• ACTIVITY: Could you copy every line of the data that contains the word "serif"?

• Collected data:
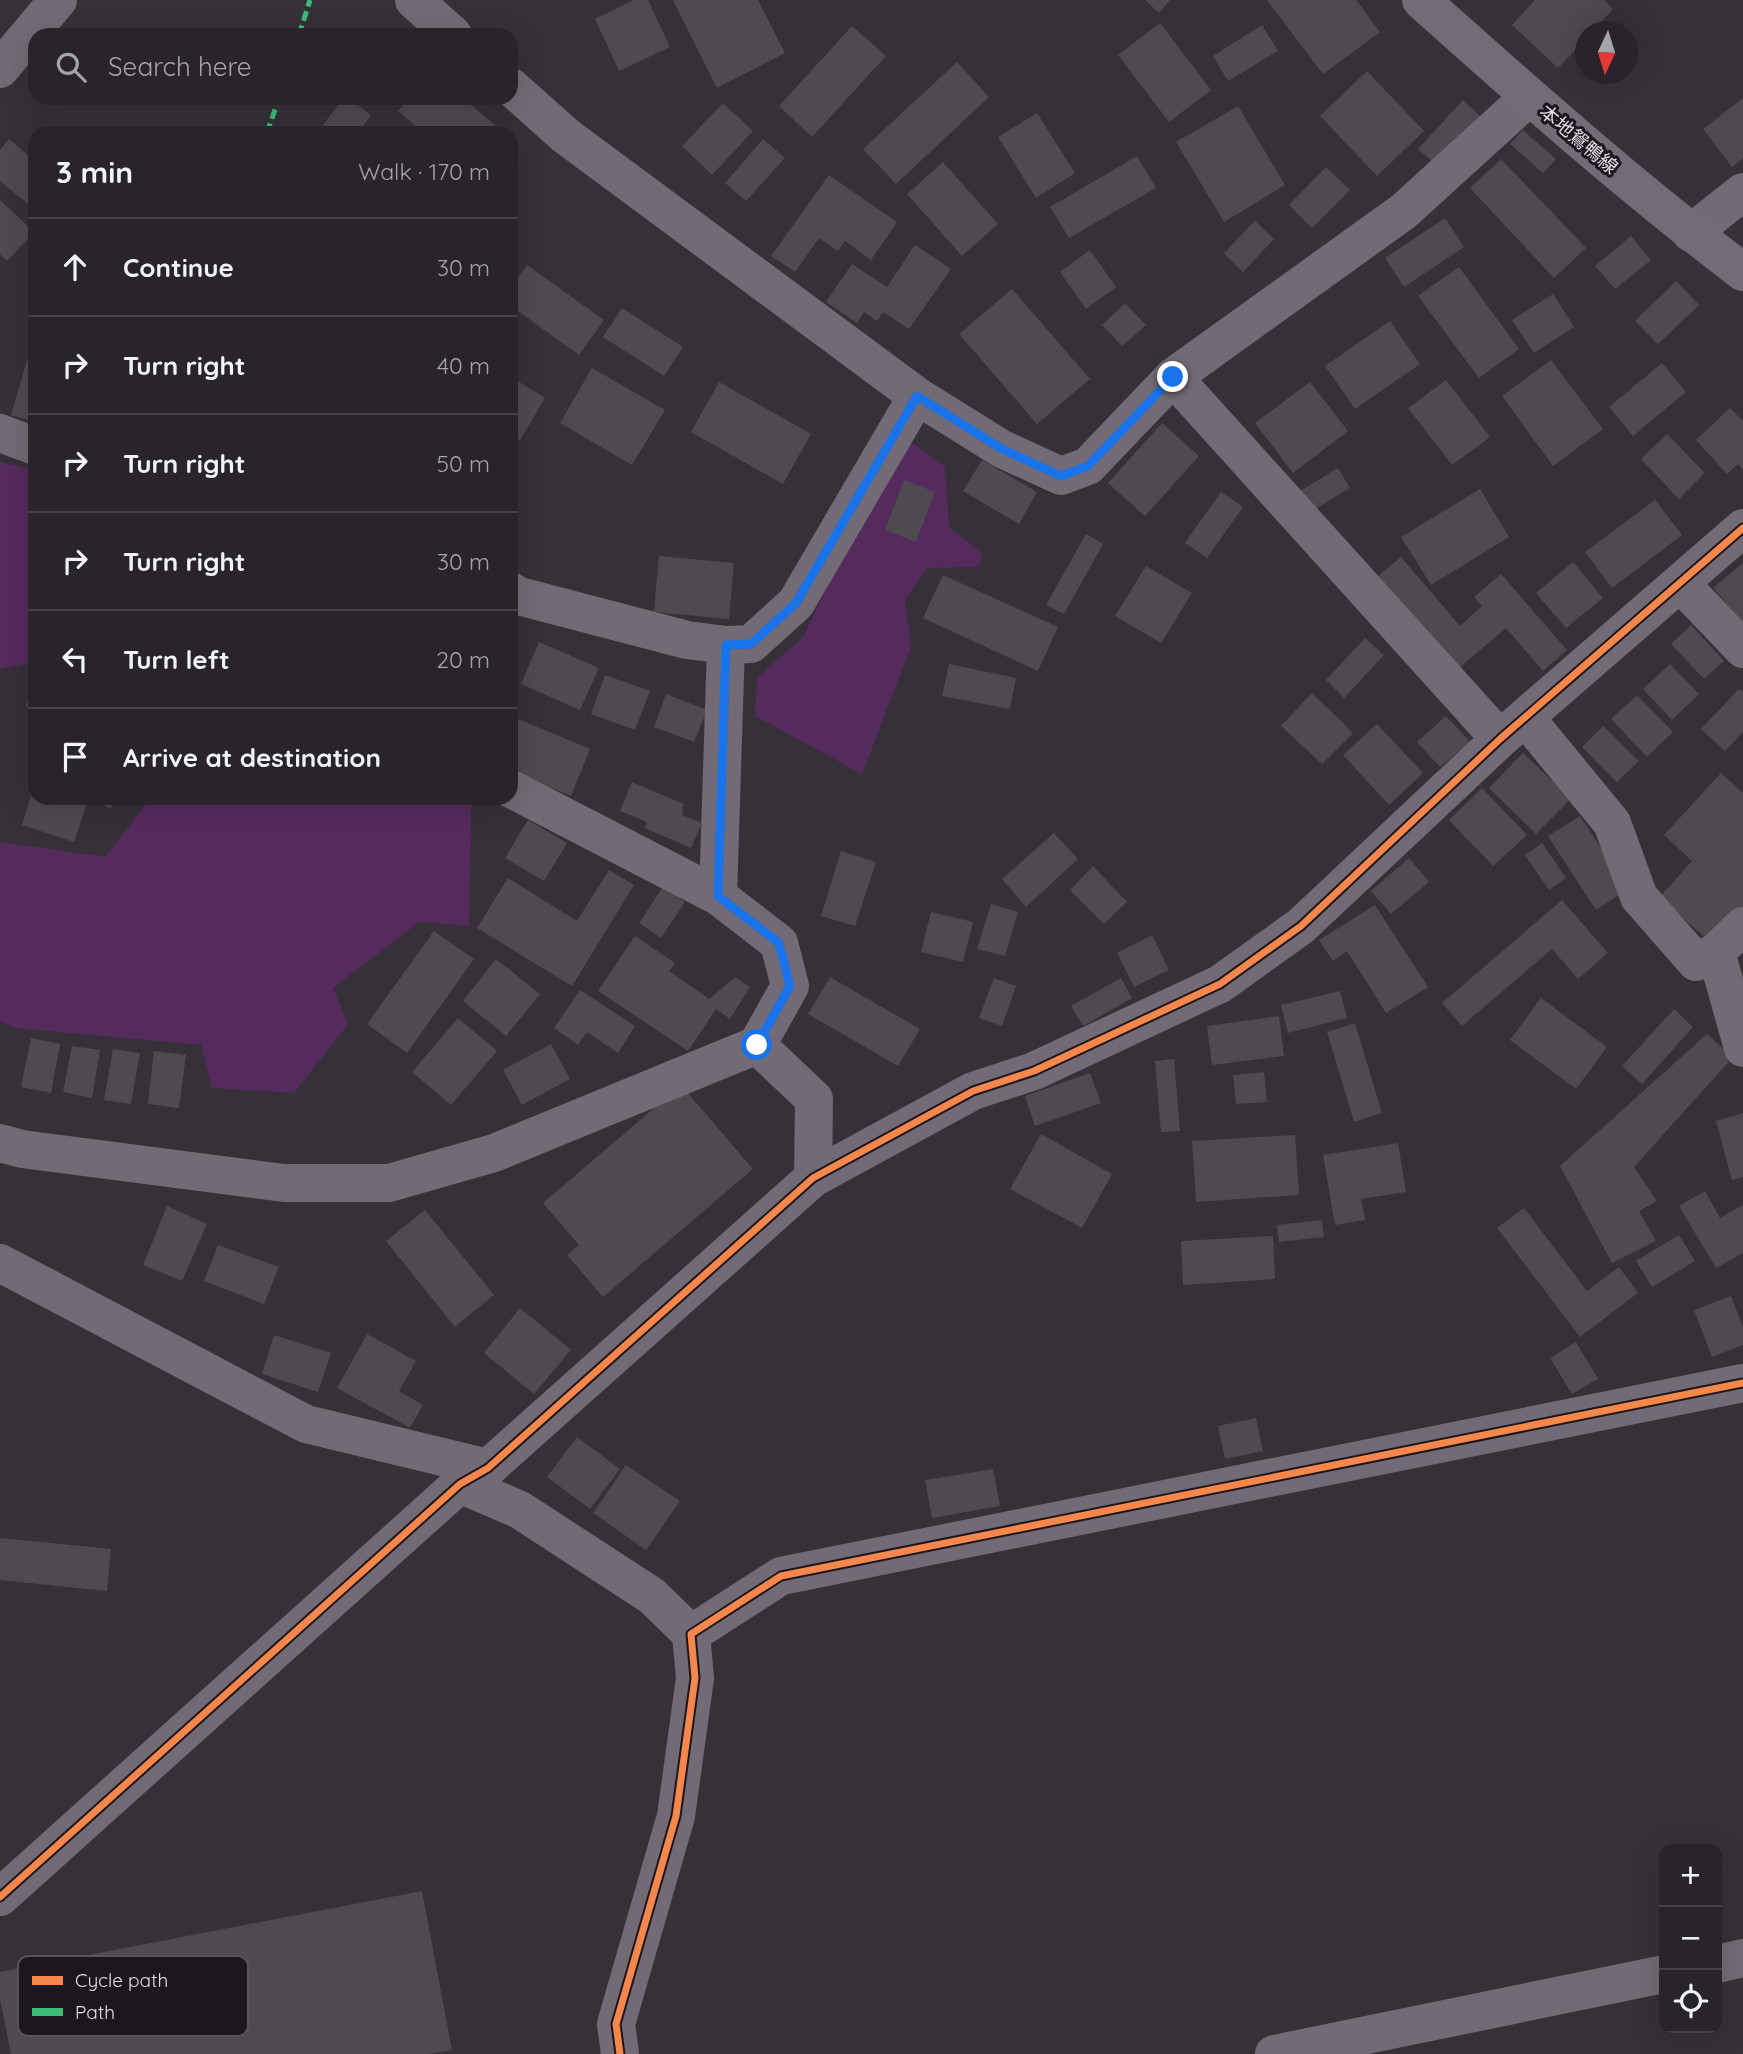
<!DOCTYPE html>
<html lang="en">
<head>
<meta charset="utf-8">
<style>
  :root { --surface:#28242a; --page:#343036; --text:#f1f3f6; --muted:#a5a4a8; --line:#444147 }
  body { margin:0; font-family:Quicksand,"Noto Sans JP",sans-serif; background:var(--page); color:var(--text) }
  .controls { position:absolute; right:21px; bottom:21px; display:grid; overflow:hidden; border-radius:14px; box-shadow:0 7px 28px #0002 }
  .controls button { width:63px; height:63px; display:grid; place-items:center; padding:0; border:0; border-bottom:2px solid var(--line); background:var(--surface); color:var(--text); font:35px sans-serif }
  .compass { position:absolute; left:1575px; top:21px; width:63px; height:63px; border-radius:50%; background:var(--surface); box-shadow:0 7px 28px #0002; rotate:184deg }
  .stop { position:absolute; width:21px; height:21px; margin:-16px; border:5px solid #1a73e8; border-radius:50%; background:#fff }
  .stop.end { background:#1a73e8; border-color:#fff; box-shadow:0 2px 7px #0008 }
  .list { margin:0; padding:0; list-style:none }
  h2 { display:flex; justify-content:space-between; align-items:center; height:91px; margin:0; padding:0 28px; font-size:30px }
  h2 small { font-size:23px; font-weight:400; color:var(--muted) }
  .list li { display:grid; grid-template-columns:46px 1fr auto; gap:21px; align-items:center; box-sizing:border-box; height:98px; padding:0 28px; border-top:2px solid var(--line) }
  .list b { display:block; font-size:26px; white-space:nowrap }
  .list em { font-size:23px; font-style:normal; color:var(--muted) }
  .icon { flex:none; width:38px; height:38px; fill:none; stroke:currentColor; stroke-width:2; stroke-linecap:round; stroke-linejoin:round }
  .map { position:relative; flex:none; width:1743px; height:2054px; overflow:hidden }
  .search { position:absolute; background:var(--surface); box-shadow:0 7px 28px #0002; left:28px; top:28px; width:490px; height:77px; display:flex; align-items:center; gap:18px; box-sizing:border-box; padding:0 24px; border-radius:21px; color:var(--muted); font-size:26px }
  .panel { position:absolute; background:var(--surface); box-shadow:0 7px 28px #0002; left:28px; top:126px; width:490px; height:679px; border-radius:21px }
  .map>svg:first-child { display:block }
  .green { fill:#552b5e }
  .building { fill:#4f4a50 }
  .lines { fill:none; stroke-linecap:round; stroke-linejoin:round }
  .minor { stroke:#726a74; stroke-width:38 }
  .major { stroke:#736b76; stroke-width:38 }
  .quiet { stroke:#3abd76; stroke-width:5; stroke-dasharray:10 5; stroke-linecap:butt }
  .cycleway-casing { stroke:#1c171e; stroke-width:11 }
  .cycleway { stroke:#f5874c; stroke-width:7 }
  .route { stroke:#1a73e8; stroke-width:9 }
  .labels { text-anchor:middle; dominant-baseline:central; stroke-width:6; stroke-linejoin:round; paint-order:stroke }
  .street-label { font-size:19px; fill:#e5dde6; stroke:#1c171e }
  .key { fill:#1c171e; stroke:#58525a; stroke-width:2 }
  .key-label { font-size:19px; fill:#e5dde6 }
</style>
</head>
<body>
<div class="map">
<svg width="1743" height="2054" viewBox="0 0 1743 2054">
  <rect width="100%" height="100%" fill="#363038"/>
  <path class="green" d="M910 441 945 467 949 527 982 553 979 567 927 568 905 600 911 647 862 774 755 716 757 678 803 637 855 531Z
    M0 462 35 470V660L33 662 0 669Z
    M151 798H463L471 805 469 926 419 922 333 988 348 1024 294 1093 212 1088 201 1045 17 1028 0 1021V842L105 857Z"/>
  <path class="building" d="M634 0H648L670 47 619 71 595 19Z
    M673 0H758L785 53 717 88Z
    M1145 0H1170L1159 13Z
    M1267 0H1356L1380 32 1323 74Z
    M1535 0H1604L1613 9 1592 32H1586V39L1558 68 1512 25Z
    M1160 23 1211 90 1169 122 1118 55Z
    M1262 25 1278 51 1228 81 1213 56Z
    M852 26 886 56 812 137 779 106Z
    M957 62 989 97 896 184 863 149Z
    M1367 71 1424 131 1377 176 1320 116Z
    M343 98H348L371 115 358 133H317Z
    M410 98H463L504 133H424L398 111Z
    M1743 98V158L1732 167 1703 129Z
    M1463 100 1482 118 1437 166 1418 149Z
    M723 103 753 131 712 175 682 146Z
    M1238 106 1285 185 1224 222 1176 142Z
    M1037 113 1075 173 1036 198 998 137Z
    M1523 130 1556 159 1543 173 1510 144Z
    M9 139 35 161V210L0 181V150Z
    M763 139 785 158 746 201 725 183Z
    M1137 156 1156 188 1069 238 1050 207Z
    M1501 159 1586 248 1554 278 1470 188Z
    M943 162 998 224 962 256 907 194Z
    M1326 167 1350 190 1312 228 1289 205Z
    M829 175 897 222 871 260 845 241 838 251 819 238 795 272 771 256Z
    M0 200 34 232 7 261 0 254Z
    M1445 218 1464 247 1404 287 1385 258Z
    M1255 221 1274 239 1243 272 1224 253Z
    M1631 236 1651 260 1615 289 1595 266Z
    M915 245 951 269 909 329 883 312 877 321 864 312 857 323 826 302 852 264 887 287Z
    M1090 250 1116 287 1086 309 1060 272Z
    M527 265 604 320 579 355 511 306V287Z
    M1459 267 1519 349 1479 378 1418 296Z
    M1676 281 1699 305 1658 344 1635 321Z
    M1012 289 1090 379 1037 424 959 334Z
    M1553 294 1574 327 1534 353 1512 320Z
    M1125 303 1146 325 1122 346 1102 325Z
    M622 308 683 347 664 376 603 337Z
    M1390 321 1420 364 1355 409 1325 366Z
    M28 357 35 359V422L11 415Z
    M1551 360 1603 429 1553 466 1502 396Z
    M1662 363 1686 392 1633 436 1609 407Z
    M592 368 665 410 632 465 560 423Z
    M511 377 545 398 520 440 511 435Z
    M1446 380 1490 437 1452 465 1408 408Z
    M719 382 811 434 783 484 691 432Z
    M1310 382 1348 431 1293 473 1255 423Z
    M1730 408 1743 421V470L1738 464 1727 474 1696 440Z
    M1162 423 1199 456 1145 516 1108 483Z
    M1667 434 1705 473 1679 499 1641 459Z
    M982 460 1037 492 1019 524 963 491Z
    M1338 468 1350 488 1309 513 1297 493Z
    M904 480 935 492 916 542 885 530Z
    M1480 489 1509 537 1431 585 1401 537Z
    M1221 492 1243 507 1207 558 1185 543Z
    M1655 500 1682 535 1612 588 1585 552Z
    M1086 534 1103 544 1064 614 1046 605Z
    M659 556 734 563 729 619 654 612Z
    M1401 557 1460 626 1482 606 1474 597 1501 574 1567 650 1543 671 1506 628 1458 669 1378 576Z
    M1573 562 1603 598 1566 628 1536 593Z
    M1743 563V623L1713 588Z
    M1146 566 1192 593 1161 643 1115 616Z
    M943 575 1058 627 1038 671 923 618Z
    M1691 625 1724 661 1704 679 1671 644Z
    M1365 638 1384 655 1344 698 1326 680Z
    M539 642 599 668 580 710 521 684Z
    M949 664 1016 678 1010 709 942 696Z
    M1670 664 1699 694 1672 720 1643 689Z
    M605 675 650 691 635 730 591 714Z
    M35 681V709L26 706Z
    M1739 689 1743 692V732L1725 751 1701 729Z
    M1312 693 1353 733 1322 764 1281 726Z
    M666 694 707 710 694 742 654 727Z
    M1637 695 1673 732 1647 757 1611 719Z
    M511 716 590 749 571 796 511 771Z
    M1446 716 1470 742 1440 767 1417 742Z
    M1377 724 1423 773 1389 805 1343 755Z
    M1603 726 1639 761 1617 782 1582 747Z
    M1523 753 1571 799 1536 834 1489 788Z
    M1721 773 1743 793V910L1712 944 1660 897 1692 861 1664 835Z
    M632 782 683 804 682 815 702 823 691 848 645 828 647 822 620 811Z
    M34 786 35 798H114L111 808 88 800 74 842 22 825Z
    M1482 788 1527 835 1493 866 1449 820Z
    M1580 816 1628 889 1596 910 1548 836Z
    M528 820 567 843 544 881 505 858Z
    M1054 833 1078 859 1026 907 1002 879Z
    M1542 843 1566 878 1549 890 1525 855Z
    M841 851 876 862 855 926 821 916Z
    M1409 858 1429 882 1391 914 1371 891Z
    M1093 866 1127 902 1104 924 1070 890Z
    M609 870 634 885 572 986 477 928 508 878 577 921Z
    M663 887 685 902 661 938 639 923Z
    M1562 900 1608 953 1578 979 1552 949 1462 1026 1442 1003Z
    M991 904 1018 912 1005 956 977 949Z
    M1375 905 1428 987 1386 1013 1347 951 1333 961 1319 940Z
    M931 912 973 922 963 962 921 952Z
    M434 931 474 959 407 1053 367 1024Z
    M1152 935 1169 970 1134 987 1117 953Z
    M635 936 675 963 669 971 709 999 735 977 750 987 730 1019 716 1009 688 1051 598 991Z
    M496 959 540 994 506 1036 463 1001Z
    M830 977 920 1029 898 1066 808 1014Z
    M994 978 1016 986 1002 1026 979 1018Z
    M1121 978 1132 998 1083 1026 1071 1006Z
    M580 990 635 1026 618 1053 587 1032 578 1045 554 1028Z
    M1340 991 1347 1018 1288 1033 1281 1005Z
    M1541 998 1607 1047 1576 1089 1510 1040Z
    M1674 1009 1693 1027 1642 1084 1622 1066Z
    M1279 1016 1284 1056 1212 1065 1207 1026Z
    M458 1018 497 1051 451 1105 412 1072Z
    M1355 1023 1382 1113 1354 1122 1327 1032Z
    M1707 1034 1733 1057 1634 1167 1657 1201 1639 1211 1656 1241 1612 1263 1560 1166Z
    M31 1038 60 1044 51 1093 21 1087Z
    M551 1044 570 1079 522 1105 503 1070Z
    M72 1046 100 1050 92 1098 63 1092Z
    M113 1049 140 1053 131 1104 104 1100Z
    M154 1051 186 1055 179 1108 148 1104Z
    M1174 1059 1180 1131 1161 1132 1155 1061Z
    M1264 1072 1267 1102 1236 1104 1233 1075Z
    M1090 1073 1101 1103 1035 1126 1025 1096Z
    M681 1085 753 1169 603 1297 567 1255 579 1245 543 1203Z
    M1743 1113V1177L1732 1180 1716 1121Z
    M1041 1134 1112 1174 1082 1228 1010 1189Z
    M1295 1135 1299 1195 1196 1202 1192 1141Z
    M1398 1143 1406 1192 1361 1199 1365 1220 1335 1225 1323 1155Z
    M1705 1191 1720 1218 1743 1205V1253L1716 1268 1679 1206Z
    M167 1206 207 1224 182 1281 143 1265Z
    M1524 1208 1587 1291 1619 1267 1638 1293 1580 1337 1497 1228Z
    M425 1210 494 1295 455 1327 386 1241Z
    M1322 1220 1324 1237 1279 1242 1277 1225Z
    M1679 1235 1695 1261 1652 1287 1636 1261Z
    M1273 1236 1275 1279 1183 1285 1181 1241Z
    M218 1245 279 1267 264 1304 204 1281Z
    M1731 1296 1743 1327V1345L1712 1357 1694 1310Z
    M520 1308 571 1350 534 1394 484 1353Z
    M367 1334 416 1361 399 1391 423 1405 410 1428 337 1388Z
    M274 1335 331 1353 318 1392 262 1374Z
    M1576 1342 1598 1379 1572 1394 1550 1358Z
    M1256 1418 1263 1451 1225 1459 1218 1426Z
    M577 1437 620 1469 590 1509 547 1477Z
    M626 1465 680 1501 646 1550 593 1513Z
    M993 1469 1000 1506 932 1518 925 1480Z
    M0 1538 111 1549 107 1591 0 1580Z
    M422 1891 452 2050 429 2054H11L0 1999V1972Z"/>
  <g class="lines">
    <path class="minor" d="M414 0 453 35
      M0 69 58 0
      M511 87 566 136 917 396 1002 449 1061 476 1088 466 1173 377 1404 211 1529 97
      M1691 233 1743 192
      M1173 377 1500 739
      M0 433 35 446
      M1680 583 1743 649
      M511 591 519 596 687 640 726 645 751 644 796 603 917 396
      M1525 717 1612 823 1639 897 1696 962 1716 952 1743 926
      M511 789 718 896
      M1716 952 1743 1048
      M757 1045 814 1099 813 1178
      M0 1143 22 1149 284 1183H389L494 1153 757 1045 790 986 779 943 718 896 726 645
      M0 1263 306 1424 488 1468
      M460 1484 520 1510 652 1596 691 1634
      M0 1897 460 1484 488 1468 813 1178 973 1091 1034 1071 1220 984 1301 926 1500 739 1743 528
      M1717 1964 1743 1958
      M620 2054 616 2024 676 1816 695 1678 691 1634 781 1576 1743 1383
      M1274 2054 1664 1974"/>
    <path class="major" d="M1421 0C1526 94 1631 187 1743 272"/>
    <path class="quiet" d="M299 35 310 0
      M267 133 279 98"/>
    <g class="cycleway-casing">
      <path id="cycleway" d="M0 1897 460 1484 488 1468 813 1178 973 1091 1034 1071 1220 984 1301 926 1500 739 1743 528
        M620 2054 616 2024 676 1816 695 1678 691 1634 781 1576 1743 1383"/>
    </g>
    <use href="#cycleway" class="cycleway"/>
  </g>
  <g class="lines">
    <path class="route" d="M757 1045 790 986 779 943 718 896 726 645 751 644 796 603 917 396 1002 449 1061 476 1088 466 1173 377"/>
  </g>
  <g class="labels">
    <g class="street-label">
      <text transform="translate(1579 139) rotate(40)">本地鴛鴨線</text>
    </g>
  </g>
  <rect x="18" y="1956" width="230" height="80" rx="10" class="key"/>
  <rect x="32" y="1976" width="31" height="9" fill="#f5874c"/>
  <rect x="32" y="2008" width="31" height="8" fill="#3abd76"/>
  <g class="key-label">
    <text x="75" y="1987">Cycle path</text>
    <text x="75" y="2019">Path</text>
  </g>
</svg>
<div class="controls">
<button>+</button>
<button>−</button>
<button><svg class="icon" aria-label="locate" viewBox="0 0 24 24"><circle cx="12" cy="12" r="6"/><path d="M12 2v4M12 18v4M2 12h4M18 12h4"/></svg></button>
</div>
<svg class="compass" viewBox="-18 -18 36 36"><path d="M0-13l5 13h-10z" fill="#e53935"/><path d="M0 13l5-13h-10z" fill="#a5a4a8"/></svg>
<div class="stop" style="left:757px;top:1045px"></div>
<div class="stop end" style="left:1173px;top:377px"></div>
<div class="search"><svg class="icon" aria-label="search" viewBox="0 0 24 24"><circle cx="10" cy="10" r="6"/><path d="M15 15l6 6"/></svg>Search here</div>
<section class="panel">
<h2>3 min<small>Walk · 170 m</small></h2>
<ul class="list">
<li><svg class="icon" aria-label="ahead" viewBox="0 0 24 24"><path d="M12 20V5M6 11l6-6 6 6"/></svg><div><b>Continue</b></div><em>30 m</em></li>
<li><svg class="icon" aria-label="right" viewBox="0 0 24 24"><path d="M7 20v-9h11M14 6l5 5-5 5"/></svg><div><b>Turn right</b></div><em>40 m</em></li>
<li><svg class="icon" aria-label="right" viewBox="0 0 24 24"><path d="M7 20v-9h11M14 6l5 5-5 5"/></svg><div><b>Turn right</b></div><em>50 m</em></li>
<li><svg class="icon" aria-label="right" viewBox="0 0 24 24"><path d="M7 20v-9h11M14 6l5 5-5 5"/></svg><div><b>Turn right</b></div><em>30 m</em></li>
<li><svg class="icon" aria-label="left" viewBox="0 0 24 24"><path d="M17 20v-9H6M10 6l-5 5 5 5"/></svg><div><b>Turn left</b></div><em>20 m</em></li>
<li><svg class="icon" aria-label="arrive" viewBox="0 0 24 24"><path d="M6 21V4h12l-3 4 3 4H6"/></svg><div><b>Arrive at destination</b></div></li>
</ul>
</section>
</div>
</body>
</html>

• WRITTEN SOLUTION:
  body { margin:0; font-family:Quicksand,"Noto Sans JP",sans-serif; background:var(--page); color:var(--text) }
  .controls button { width:63px; height:63px; display:grid; place-items:center; padding:0; border:0; border-bottom:2px solid var(--line); background:var(--surface); color:var(--text); font:35px sans-serif }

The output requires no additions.